- Nations Ranking: 65 6 (20 September 2021)
- First year: 1964
- Years played: 25
- Ties played (W–L): 84 (52 - 32)
- Most total wins: Đỗ Minh Quân (41 - 22)
- Most singles wins: Đỗ Minh Quân (27 - 13)
- Most doubles wins: Lê Quốc Khánh (21 - 19)
- Best doubles team: Đỗ Minh Quân & Lê Quốc Khánh (7 - 9)
- Most ties played: Lê Quốc Khánh (44), Đỗ Minh Quân (44)
- Most years played: Lê Quốc Khánh (12)

= Vietnam Davis Cup team =

National tennis team

The Vietnam Davis Cup team represents Vietnam in Davis Cup tennis competition and are governed by the Vietnam Tennis Federation. The President of VTF is Mr Nguyễn Danh Thái while the General Secretary is Mr Nguyen Quoc Ky. Commercial and International Affairs is handled by Mr Long Le Hoang.
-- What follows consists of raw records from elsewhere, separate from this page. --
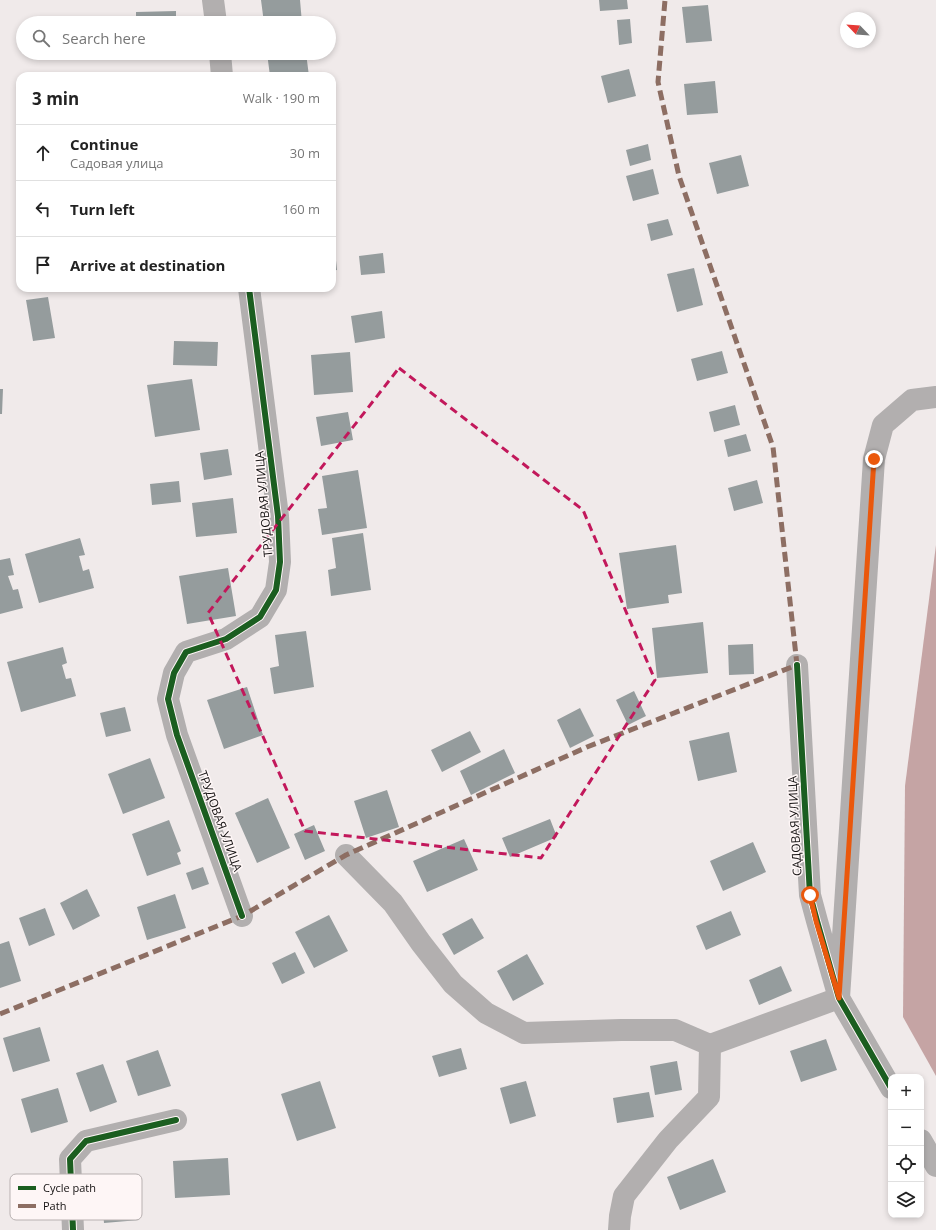 <!DOCTYPE html>
<html lang="en">
<head>
<meta charset="utf-8">
<style>
	:root { --surface:#fff; --page:#f6f6f6; --text:#222; --muted:#767676; --line:#e0e0e0 }
	body { margin:0; font-family:"Open Sans",sans-serif; background:var(--page); color:var(--text) }
	.controls { position:absolute; right:12px; bottom:12px; display:grid; overflow:hidden; border-radius:8px; box-shadow:0 2px 6px #0003 }
	.controls button { width:36px; height:36px; display:grid; place-items:center; padding:0; border:0; border-bottom:1px solid var(--line); background:var(--surface); color:var(--text); font:20px sans-serif }
	.compass { position:absolute; left:840px; top:12px; width:36px; height:36px; border-radius:50%; background:var(--surface); box-shadow:0 2px 6px #0003; rotate:295deg }
	.stop { position:absolute; width:12px; height:12px; margin:-9px; border:3px solid #ea580c; border-radius:50%; background:#fff }
	.stop.end { background:#ea580c; border-color:#fff; box-shadow:0 1px 4px #0008 }
	.list { margin:0; padding:0; list-style:none }
	h2 { display:flex; justify-content:space-between; align-items:center; height:52px; margin:0; padding:0 16px; font-size:17px }
	h2 small { font-size:13px; font-weight:400; color:var(--muted) }
	.list li { display:grid; grid-template-columns:26px 1fr auto; gap:12px; align-items:center; box-sizing:border-box; height:56px; padding:0 16px; border-top:1px solid var(--line) }
	.list b { display:block; font-size:15px; white-space:nowrap }
	.list p { margin:0; font-size:13px; white-space:nowrap; color:var(--muted) }
	.list em { font-size:13px; font-style:normal; color:var(--muted) }
	.icon { flex:none; width:22px; height:22px; fill:none; stroke:currentColor; stroke-width:2; stroke-linecap:round; stroke-linejoin:round }
	.map { position:relative; flex:none; width:936px; height:1230px; overflow:hidden }
	.search { position:absolute; background:var(--surface); box-shadow:0 2px 6px #0003; left:16px; top:16px; width:320px; height:44px; display:flex; align-items:center; gap:10px; box-sizing:border-box; padding:0 14px; border-radius:22px; color:var(--muted); font-size:15px }
	.panel { position:absolute; background:var(--surface); box-shadow:0 2px 6px #0003; left:16px; top:72px; width:320px; height:220px; border-radius:12px }
	.map>svg:first-child { display:block }
	.water { fill:#c5a4a4 }
	.building { fill:#959c9d }
	.lines { fill:none; stroke-linecap:round; stroke-linejoin:round }
	.minor { stroke:#b2afaf; stroke-width:22 }
	.quiet { stroke:#8d6e63; stroke-width:5; stroke-dasharray:10 5; stroke-linecap:butt }
	.cycleway-casing { stroke:#fef6f6; stroke-width:8 }
	.cycleway { stroke:#1b5e20; stroke-width:6 }
	.route { stroke:#ea580c; stroke-width:5 }
	.marked { fill:none; stroke:#c2185b; stroke-width:3; stroke-dasharray:8 5; stroke-linejoin:round }
	.labels { text-anchor:middle; stroke-width:3; stroke-linejoin:round; paint-order:stroke }
	.street-label { font-size:12px; fill:#141111; stroke:#fef6f6 }
	.key { fill:#fef6f6; stroke:#b8b1b1; stroke-width:1 }
	.key-label { font-size:11px; fill:#141111 }
</style>
</head>
<body>
<div class="map">
<svg width="936" height="1230" viewBox="0 0 936 1230">
	<rect width="100%" height="100%" fill="#f0eaea"/>
	<!-- water -->
	<path class="water" d="M936,545V1076L903,1017L905,786Z"/>
	<!-- building -->
	<path class="building" d="M261,0H300L302,23H264Z
		M599,0H627L628,9L600,11Z
		M708,5L712,41L686,43L682,7Z
		M176,11V23H136V12Z
		M630,19L632,43L619,45L617,20Z
		M267,53H306L309,76H270Z
		M629,69L636,96L608,103L601,76Z
		M715,81L718,113L687,115L684,84Z
		M648,144L651,160L630,166L626,150Z
		M741,155L749,186L717,194L709,163Z
		M653,169L659,194L633,201L626,176Z
		M668,219L673,235L651,241L647,224Z
		M332,232H333L337,270L332,271Z
		M383,253L385,273L361,275L359,256Z
		M694,268L703,305L677,312L667,274Z
		M48,297L55,338L33,341L26,300Z
		M382,311L385,338L355,343L351,316Z
		M174,341L218,342L217,366L173,365Z
		M722,351L728,373L697,381L691,359Z
		M350,352L353,392L314,395L311,355Z
		M192,379L200,430L155,437L147,385Z
		M0,389H3L2,414H0Z
		M735,405L740,425L714,432L709,412Z
		M348,412L353,440L321,446L316,417Z
		M746,434L751,451L728,457L724,440Z
		M228,449L232,475L204,480L200,453Z
		M358,470L367,528L322,535L318,509L327,508L322,476Z
		M757,480L763,503L734,511L728,488Z
		M179,481L181,502L152,505L150,484Z
		M233,498L237,533L196,537L192,503Z
		M363,533L371,590L331,596L328,570L336,568L332,538Z
		M80,538L85,555L79,556L83,571L89,569L94,588L39,603L25,554Z
		M676,545L682,593L668,595L669,603L627,609L619,553Z
		M10,558L14,575L8,576L13,590L18,589L23,608L0,614V560Z
		M228,568L236,616L187,624L179,576Z
		M703,622L708,673L657,678L652,628Z
		M306,631L314,687L274,694L270,668L279,666L275,635Z
		M753,644L754,674L729,675L728,645Z
		M63,647L67,663L62,665L66,679L71,678L76,696L21,712L7,662Z
		M247,687L263,735L224,749L207,700Z
		M634,691L646,716L628,725L616,700Z
		M125,707L131,731L106,737L100,713Z
		M580,708L594,736L570,748L557,720Z
		M470,731L481,752L442,772L431,750Z
		M729,732L737,772L698,781L689,741Z
		M504,749L515,773L471,795L460,771Z
		M150,758L165,798L123,814L108,774Z
		M387,790L399,827L366,838L354,801Z
		M268,798L290,848L257,863L235,813Z
		M550,819L557,837L510,857L502,838Z
		M169,820L181,851L177,853L181,864L147,876L132,834Z
		M314,825L325,851L305,860L294,834Z
		M464,839L478,870L427,892L413,861Z
		M753,842L766,872L723,891L710,861Z
		M203,867L209,884L192,890L186,873Z
		M87,889L100,916L73,930L60,903Z
		M175,894L186,928L147,940L137,907Z
		M45,908L55,935L29,946L19,918Z
		M731,911L741,935L706,950L696,926Z
		M329,915L348,951L314,968L295,932Z
		M472,918L484,938L454,955L442,934Z
		M9,941L21,981L0,988V944Z
		M295,952L305,973L282,984L272,963Z
		M527,954L544,984L513,1001L497,971Z
		M781,966L792,991L759,1005L749,980Z
		M40,1027L50,1061L13,1072L3,1038Z
		M826,1039L837,1070L801,1082L790,1051Z
		M461,1048L467,1069L439,1077L432,1056Z
		M158,1050L171,1086L138,1096L126,1061Z
		M677,1061L682,1090L655,1095L650,1066Z
		M103,1064L117,1102L90,1112L76,1073Z
		M320,1081L336,1128L297,1141L281,1094Z
		M526,1081L536,1116L510,1124L500,1088Z
		M58,1088L68,1122L31,1133L21,1099Z
		M649,1092L654,1117L617,1123L613,1098Z
		M228,1158L230,1195L175,1198L173,1161Z
		M713,1159L726,1192L680,1210L667,1177Z
		M137,1198L139,1220L104,1223L102,1201Z"/>
	<g class="lines">
		<!-- minor -->
		<path class="minor" d="M213,0L216,23
			M220,53L222,76
			M797,665L810,895L817,921L839,998L891,1088
			M346,855L393,903L421,943L453,984L486,1013L524,1033L621,1030H675L710,1045L839,998L874,459L883,425L912,400L936,397
			M242,916L177,735L168,699L174,673L186,652L226,639L260,617L276,590L280,562L278,516L249,288
			M921,1140L936,1166
			M73,1230L70,1159L86,1141L176,1120
			M619,1230L620,1216L624,1196L668,1140L709,1097L710,1045"/>
		<!-- quiet -->
		<path class="quiet" d="M0,1014L242,916L346,855L587,747L797,665L773,447L679,176L658,82L665,0"/>
		<!-- cycleway casing -->
		<g class="cycleway-casing">
			<path id="cycleway" d="M797,665L810,895L817,921L839,998L891,1088
				M242,916L177,735L168,699L174,673L186,652L226,639L260,617L276,590L280,562L278,516L249,288
				M73,1230L70,1159L86,1141L176,1120"/>
		</g>
		<!-- cycleway -->
		<use href="#cycleway" class="cycleway"/>
	</g>
	<g class="lines">
		<!-- route -->
		<path class="route" d="M810,895L816,921L839,998L874,459"/>
	</g>
	<!-- marked area -->
	<path class="marked" d="M399,368L583,510L655,680L541,858L305,831L208,613Z"/>
	<g class="labels">
		<!-- street labels -->
		<g class="street-label">
			<text transform="translate(264 504) rotate(-95)" y="4">ТРУДОВАЯ УЛИЦА</text>
			<text transform="translate(220 821) rotate(70)" y="4">ТРУДОВАЯ УЛИЦА</text>
			<text transform="translate(795 826) rotate(-93)" y="4">САДОВАЯ УЛИЦА</text>
		</g>
	</g>
	<!-- legend -->
	<rect x="10" y="1174" width="132" height="46" rx="6" class="key"/>
	<rect x="18" y="1186" width="18" height="4" fill="#1b5e20"/>
	<rect x="18" y="1204" width="18" height="4" fill="#8d6e63"/>
	<g class="key-label">
		<text x="43" y="1192">Cycle path</text>
		<text x="43" y="1210">Path</text>
	</g>
</svg>
<div class="controls">
<button>+</button>
<button>−</button>
<button><svg class="icon" aria-label="locate" viewBox="0 0 24 24"><circle cx="12" cy="12" r="6"/><path d="M12 2v4M12 18v4M2 12h4M18 12h4"/></svg></button>
<button><svg class="icon" aria-label="layers" viewBox="0 0 24 24"><path d="M12 4l9 5-9 5-9-5zM3 14l9 5 9-5"/></svg></button>
</div>
<svg class="compass" viewBox="-18 -18 36 36"><path d="M0-13l5 13h-10z" fill="#e53935"/><path d="M0 13l5-13h-10z" fill="#767676"/></svg>
<div class="stop" style="left:810px;top:895px"></div>
<div class="stop end" style="left:874px;top:459px"></div>
<div class="search"><svg class="icon" aria-label="search" viewBox="0 0 24 24"><circle cx="10" cy="10" r="6"/><path d="M15 15l6 6"/></svg>Search here</div>
<section class="panel">
<h2>3 min<small>Walk · 190 m</small></h2>
<ul class="list">
<li><svg class="icon" aria-label="ahead" viewBox="0 0 24 24"><path d="M12 20V5M6 11l6-6 6 6"/></svg><div><b>Continue</b><p>Садовая улица</p></div><em>30 m</em></li>
<li><svg class="icon" aria-label="left" viewBox="0 0 24 24"><path d="M17 20v-9H6M10 6l-5 5 5 5"/></svg><div><b>Turn left</b></div><em>160 m</em></li>
<li><svg class="icon" aria-label="arrive" viewBox="0 0 24 24"><path d="M6 21V4h12l-3 4 3 4H6"/></svg><div><b>Arrive at destination</b></div></li>
</ul>
</section>
</div>
</body>
</html>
Vietnam currently compete in the Asia/Oceania Zone of Group III. As South Vietnam they reached the final of Eastern Zone A in 1964, and of Eastern Zone B in 1965, 1969 and of Eastern Zone Preliminary Rounds in 1973.

==History==
Vietnam competed in its first Davis Cup in 1964 as South Vietnam until 1974 before returning as Vietnam in 2003. After 10 years of competition in Asia/Oceania Groups 3 and 4, the Vietnamese team made it to Group 2 for the very first time in 2014.

== Current team (2025) ==
September 2025
- Nguyễn Văn Phương
- Đinh Viết Tuấn Minh
- Phạm La Hoàng Anh
- Nguyễn Minh Phát
- Vũ Hà Minh Đức
Coach: Nguyễn Phi Anh Vũ

==Results==

Zone legend
| Color | Zone |
|---|---|
| #6f6 | World Group/Inter-Zonal/Challenge Round |
| #cfc | World Group play-offs/Qualifying Play-offs |
| #ccf | Continental Zone I |
| #ffc | Continental Zone II |
| #fcc | Continental Zone III |
| #f66 | Continental Zone IV |

| Year | Zone | Final round | Final opponent | Score | Result |
|---|---|---|---|---|---|
| 2003 | Asia/Oceania Group IV | Promotional Play-off | Myanmar | 3–0 | Promoted to Asia/Oceania Zone Group III |
| 2004 | Asia/Oceania Group III | 1st to 4th Play-off | Pacific Oceania | 1–2 | Stayed at Asia/Oceania Zone Group III |
| 2005 | Asia/Oceania Group III | 1st to 4th Play-off | Sri Lanka | 2–1 | Stayed at Asia/Oceania Zone Group III |
| 2006 | Asia/Oceania Group III | 5th to 8th Play-off | Singapore | 2–1 | Stayed at Asia/Oceania Zone Group III |
| 2007 | Asia/Oceania Group III | 5th to 8th Play-off | Malaysia | 2–1 | Stayed at Asia/Oceania Zone Group III |
| 2008 | Asia/Oceania Group III | 5th to 8th Play-off | United Arab Emirates | 3–0 | Relegated to Asia/Oceania Zone Group IV |
| 2009 | Asia/Oceania Group IV | Round robin | United Arab Emirates | 2–1 | Promoted to Asia/Oceania Zone Group III |
| 2010 | Asia/Oceania Group III | Promotional Play-off | Iran | 0–2 | Stayed at Asia/Oceania Zone Group III |
| 2011 | Asia/Oceania Group III | Promotional Play-off | Malaysia | 2–1 | Stayed at Asia/Oceania Zone Group III |
| 2012 | Asia/Oceania Group III | 5th to 6th Play-off | Oman | 3–0 | Stayed at Asia/Oceania Zone Group III |
| 2013 | Asia/Oceania Group III | Promotional Play-off | Hong Kong | 2–1 | Promoted to Asia/Oceania Zone Group II |
| 2014 | Asia/Oceania Group II | Relegation Play-off | Sri Lanka | 2–3 | Relegated to Asia/Oceania Zone Group III |
| 2015 | Asia/Oceania Group III | 1st to 4th Play-off | Hong Kong | 2–0 | Promoted to Asia/Oceania Zone Group II |
| 2016 | Asia/Oceania Group II | Second round | Thailand | 0–5 | Stayed at Asia/Oceania Zone Group II |
| 2017 | Asia/Oceania Group II | Relegation Play-off | Iran | 0–5 | Relegated to Asia/Oceania Zone Group III |
| 2018 | Asia/Oceania Group III | Promotional Play-off | Qatar | 3–0 | Promoted to Asia/Oceania Zone Group II^{a} |
| 2019 | Asia/Oceania Group III | 1st to 2nd Play-off | Syria | 2–0 | Promoted to Asia/Oceania Zone Group II |

 Vietnam stayed at Asia/Oceania Group III for the following year after a format change to the competition.